Materials provided Start Marker

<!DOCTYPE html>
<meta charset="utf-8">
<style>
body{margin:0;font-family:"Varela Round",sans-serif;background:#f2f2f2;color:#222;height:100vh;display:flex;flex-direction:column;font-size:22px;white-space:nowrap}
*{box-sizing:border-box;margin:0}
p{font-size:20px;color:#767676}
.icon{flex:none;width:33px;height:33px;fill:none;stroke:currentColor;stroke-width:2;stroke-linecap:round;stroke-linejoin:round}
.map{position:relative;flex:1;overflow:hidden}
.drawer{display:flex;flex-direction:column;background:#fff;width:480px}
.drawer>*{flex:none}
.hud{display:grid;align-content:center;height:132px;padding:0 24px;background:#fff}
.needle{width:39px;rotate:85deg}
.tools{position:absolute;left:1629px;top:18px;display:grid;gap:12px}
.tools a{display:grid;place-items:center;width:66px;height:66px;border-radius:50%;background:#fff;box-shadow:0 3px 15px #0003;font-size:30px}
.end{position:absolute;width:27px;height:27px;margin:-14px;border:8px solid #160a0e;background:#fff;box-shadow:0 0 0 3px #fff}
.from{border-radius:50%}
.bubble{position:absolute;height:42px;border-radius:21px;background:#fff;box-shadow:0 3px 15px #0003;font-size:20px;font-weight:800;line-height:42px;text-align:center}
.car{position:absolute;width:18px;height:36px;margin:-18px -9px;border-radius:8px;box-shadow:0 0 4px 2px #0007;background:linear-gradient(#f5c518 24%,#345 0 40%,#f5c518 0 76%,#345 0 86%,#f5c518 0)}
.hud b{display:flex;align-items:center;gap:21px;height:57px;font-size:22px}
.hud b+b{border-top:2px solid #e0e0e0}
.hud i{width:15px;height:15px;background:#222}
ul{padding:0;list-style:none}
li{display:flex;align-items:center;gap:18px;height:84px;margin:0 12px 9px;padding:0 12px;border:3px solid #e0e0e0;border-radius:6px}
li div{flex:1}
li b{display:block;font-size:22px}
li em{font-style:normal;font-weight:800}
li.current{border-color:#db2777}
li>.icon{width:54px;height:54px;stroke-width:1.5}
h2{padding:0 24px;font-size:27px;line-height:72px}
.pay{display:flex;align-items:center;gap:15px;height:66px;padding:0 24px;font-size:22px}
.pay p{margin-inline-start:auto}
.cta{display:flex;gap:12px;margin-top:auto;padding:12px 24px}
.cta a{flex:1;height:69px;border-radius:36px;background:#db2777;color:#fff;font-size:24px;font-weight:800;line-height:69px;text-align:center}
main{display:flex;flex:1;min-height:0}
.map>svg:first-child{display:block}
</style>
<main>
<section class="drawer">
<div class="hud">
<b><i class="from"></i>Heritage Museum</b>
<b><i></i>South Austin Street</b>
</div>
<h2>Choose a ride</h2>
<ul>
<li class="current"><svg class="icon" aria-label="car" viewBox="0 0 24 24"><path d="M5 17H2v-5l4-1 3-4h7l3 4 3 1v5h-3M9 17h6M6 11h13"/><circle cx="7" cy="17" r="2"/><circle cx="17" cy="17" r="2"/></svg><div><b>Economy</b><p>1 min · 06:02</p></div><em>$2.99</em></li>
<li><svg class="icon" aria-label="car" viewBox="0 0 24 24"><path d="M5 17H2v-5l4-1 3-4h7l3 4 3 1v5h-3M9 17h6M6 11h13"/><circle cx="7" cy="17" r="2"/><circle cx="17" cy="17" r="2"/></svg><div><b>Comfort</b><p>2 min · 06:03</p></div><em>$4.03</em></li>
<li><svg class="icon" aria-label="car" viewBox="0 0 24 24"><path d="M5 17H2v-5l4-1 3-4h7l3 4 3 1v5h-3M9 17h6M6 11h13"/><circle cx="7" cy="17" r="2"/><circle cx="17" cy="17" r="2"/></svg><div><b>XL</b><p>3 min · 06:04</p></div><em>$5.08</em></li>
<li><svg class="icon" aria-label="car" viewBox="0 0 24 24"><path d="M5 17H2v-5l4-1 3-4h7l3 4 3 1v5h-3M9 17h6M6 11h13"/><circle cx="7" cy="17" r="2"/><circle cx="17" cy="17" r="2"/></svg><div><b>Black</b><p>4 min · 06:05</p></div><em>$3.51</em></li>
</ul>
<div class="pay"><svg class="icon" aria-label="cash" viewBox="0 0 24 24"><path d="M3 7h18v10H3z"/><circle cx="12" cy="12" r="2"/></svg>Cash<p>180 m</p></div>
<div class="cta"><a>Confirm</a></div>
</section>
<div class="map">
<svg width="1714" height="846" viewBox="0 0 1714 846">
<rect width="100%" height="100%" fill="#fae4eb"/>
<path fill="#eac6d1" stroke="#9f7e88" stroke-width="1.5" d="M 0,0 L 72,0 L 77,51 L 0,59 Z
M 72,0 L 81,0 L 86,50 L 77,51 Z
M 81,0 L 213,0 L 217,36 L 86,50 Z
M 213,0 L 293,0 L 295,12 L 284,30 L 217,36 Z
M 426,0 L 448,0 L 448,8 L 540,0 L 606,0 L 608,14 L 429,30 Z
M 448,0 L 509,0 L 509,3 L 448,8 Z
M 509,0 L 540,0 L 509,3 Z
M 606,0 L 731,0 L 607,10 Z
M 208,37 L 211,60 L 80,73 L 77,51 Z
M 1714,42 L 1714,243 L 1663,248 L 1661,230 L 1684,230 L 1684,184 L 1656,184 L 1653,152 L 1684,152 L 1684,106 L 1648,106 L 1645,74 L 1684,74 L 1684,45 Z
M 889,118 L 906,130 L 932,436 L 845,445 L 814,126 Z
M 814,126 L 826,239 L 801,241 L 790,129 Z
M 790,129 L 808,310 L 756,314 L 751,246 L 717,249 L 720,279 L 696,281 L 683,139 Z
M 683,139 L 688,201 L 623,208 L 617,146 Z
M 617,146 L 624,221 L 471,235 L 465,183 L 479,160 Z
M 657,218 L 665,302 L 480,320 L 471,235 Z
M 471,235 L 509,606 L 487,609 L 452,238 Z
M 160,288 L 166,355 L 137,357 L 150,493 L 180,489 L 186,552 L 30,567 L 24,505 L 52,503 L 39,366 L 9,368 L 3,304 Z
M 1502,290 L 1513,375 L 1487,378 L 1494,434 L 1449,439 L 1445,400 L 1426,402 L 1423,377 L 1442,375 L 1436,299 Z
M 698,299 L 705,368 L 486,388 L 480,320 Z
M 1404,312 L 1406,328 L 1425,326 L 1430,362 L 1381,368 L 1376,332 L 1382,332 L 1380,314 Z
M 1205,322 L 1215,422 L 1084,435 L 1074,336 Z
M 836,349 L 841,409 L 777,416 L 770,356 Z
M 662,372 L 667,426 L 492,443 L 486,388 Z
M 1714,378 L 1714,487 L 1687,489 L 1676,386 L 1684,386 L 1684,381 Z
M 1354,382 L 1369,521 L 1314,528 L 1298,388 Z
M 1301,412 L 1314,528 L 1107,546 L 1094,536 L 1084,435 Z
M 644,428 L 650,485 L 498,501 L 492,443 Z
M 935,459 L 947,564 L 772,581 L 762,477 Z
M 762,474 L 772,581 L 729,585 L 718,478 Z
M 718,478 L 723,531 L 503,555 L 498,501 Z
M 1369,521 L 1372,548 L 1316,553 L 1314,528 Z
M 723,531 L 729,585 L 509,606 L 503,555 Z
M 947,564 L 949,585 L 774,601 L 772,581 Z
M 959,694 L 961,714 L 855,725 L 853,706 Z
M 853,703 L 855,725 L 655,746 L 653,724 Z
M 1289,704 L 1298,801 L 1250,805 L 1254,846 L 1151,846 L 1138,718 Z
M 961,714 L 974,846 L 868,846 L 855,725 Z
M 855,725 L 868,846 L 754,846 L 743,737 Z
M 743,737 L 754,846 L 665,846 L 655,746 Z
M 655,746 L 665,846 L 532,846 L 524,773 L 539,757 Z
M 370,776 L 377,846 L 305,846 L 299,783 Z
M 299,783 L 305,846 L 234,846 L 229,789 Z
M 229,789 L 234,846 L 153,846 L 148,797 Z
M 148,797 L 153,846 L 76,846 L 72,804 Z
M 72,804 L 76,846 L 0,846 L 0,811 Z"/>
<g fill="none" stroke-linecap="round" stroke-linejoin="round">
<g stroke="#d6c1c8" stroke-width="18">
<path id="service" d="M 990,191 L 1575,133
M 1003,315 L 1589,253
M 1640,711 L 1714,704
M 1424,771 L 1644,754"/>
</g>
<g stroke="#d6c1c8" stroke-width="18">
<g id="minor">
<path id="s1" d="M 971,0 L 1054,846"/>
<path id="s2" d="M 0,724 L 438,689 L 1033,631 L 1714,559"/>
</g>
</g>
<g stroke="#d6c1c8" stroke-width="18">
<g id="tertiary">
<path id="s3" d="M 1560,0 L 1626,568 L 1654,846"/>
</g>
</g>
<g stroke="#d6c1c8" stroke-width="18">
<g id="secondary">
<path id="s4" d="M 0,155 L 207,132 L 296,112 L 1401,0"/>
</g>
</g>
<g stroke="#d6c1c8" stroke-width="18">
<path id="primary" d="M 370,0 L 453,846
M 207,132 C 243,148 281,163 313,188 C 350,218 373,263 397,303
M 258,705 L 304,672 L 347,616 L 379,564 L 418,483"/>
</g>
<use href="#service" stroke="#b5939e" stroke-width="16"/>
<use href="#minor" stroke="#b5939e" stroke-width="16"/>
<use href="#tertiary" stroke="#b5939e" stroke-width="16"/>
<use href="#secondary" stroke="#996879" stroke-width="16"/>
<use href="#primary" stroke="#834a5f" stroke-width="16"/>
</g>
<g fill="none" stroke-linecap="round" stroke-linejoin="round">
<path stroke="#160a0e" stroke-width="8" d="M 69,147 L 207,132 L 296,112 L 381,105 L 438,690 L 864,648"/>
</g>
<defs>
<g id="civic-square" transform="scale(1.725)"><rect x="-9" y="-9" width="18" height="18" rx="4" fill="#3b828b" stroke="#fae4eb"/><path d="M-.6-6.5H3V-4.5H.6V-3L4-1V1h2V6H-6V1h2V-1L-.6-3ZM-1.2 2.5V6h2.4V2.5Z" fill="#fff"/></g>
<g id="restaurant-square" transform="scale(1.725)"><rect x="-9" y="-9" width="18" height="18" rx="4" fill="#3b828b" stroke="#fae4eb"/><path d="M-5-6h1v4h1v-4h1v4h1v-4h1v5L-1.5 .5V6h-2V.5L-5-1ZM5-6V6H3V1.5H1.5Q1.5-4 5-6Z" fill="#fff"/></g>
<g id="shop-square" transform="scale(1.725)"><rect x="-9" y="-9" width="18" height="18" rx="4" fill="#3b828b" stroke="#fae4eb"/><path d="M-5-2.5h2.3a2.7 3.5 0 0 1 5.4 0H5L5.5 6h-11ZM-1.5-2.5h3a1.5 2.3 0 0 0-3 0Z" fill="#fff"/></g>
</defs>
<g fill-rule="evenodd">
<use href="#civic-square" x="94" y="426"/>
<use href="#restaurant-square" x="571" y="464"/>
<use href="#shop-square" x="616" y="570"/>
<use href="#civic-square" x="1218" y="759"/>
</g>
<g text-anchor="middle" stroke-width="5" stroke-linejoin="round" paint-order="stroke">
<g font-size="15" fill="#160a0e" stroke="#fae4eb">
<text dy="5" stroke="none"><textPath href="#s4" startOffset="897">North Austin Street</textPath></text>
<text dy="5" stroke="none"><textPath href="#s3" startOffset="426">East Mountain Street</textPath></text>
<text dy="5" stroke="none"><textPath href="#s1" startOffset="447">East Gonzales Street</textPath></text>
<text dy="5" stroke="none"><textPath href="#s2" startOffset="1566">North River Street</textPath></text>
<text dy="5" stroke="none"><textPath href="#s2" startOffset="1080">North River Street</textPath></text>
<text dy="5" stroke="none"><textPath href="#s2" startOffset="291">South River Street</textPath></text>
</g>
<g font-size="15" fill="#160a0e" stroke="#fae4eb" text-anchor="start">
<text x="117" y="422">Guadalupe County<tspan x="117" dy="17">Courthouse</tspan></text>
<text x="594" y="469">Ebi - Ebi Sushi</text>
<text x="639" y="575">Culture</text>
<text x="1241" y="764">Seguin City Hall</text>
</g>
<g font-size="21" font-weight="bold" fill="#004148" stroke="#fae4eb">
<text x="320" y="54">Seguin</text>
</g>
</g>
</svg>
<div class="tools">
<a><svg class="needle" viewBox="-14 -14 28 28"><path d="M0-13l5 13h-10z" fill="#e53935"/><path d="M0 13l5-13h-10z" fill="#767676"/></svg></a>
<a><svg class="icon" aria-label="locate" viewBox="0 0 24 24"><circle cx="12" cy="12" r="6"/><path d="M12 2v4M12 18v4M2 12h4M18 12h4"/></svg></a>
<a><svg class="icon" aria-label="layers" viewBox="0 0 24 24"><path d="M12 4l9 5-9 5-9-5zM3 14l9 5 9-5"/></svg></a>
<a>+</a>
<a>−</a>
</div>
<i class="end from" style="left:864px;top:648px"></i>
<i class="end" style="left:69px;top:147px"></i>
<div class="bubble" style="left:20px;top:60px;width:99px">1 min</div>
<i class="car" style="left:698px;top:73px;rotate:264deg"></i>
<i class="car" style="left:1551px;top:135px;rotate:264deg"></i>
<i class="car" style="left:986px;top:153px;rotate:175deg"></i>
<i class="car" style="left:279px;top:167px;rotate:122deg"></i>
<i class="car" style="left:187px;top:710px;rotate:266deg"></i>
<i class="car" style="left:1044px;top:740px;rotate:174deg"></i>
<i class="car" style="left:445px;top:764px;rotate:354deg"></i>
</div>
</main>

Materials provided End Marker

* **Task brief**:
Filter the entries above and keep only the lines with the word "auto".

* **Solution to this task**:
.pay p{margin-inline-start:auto}
.cta{display:flex;gap:12px;margin-top:auto;padding:12px 24px}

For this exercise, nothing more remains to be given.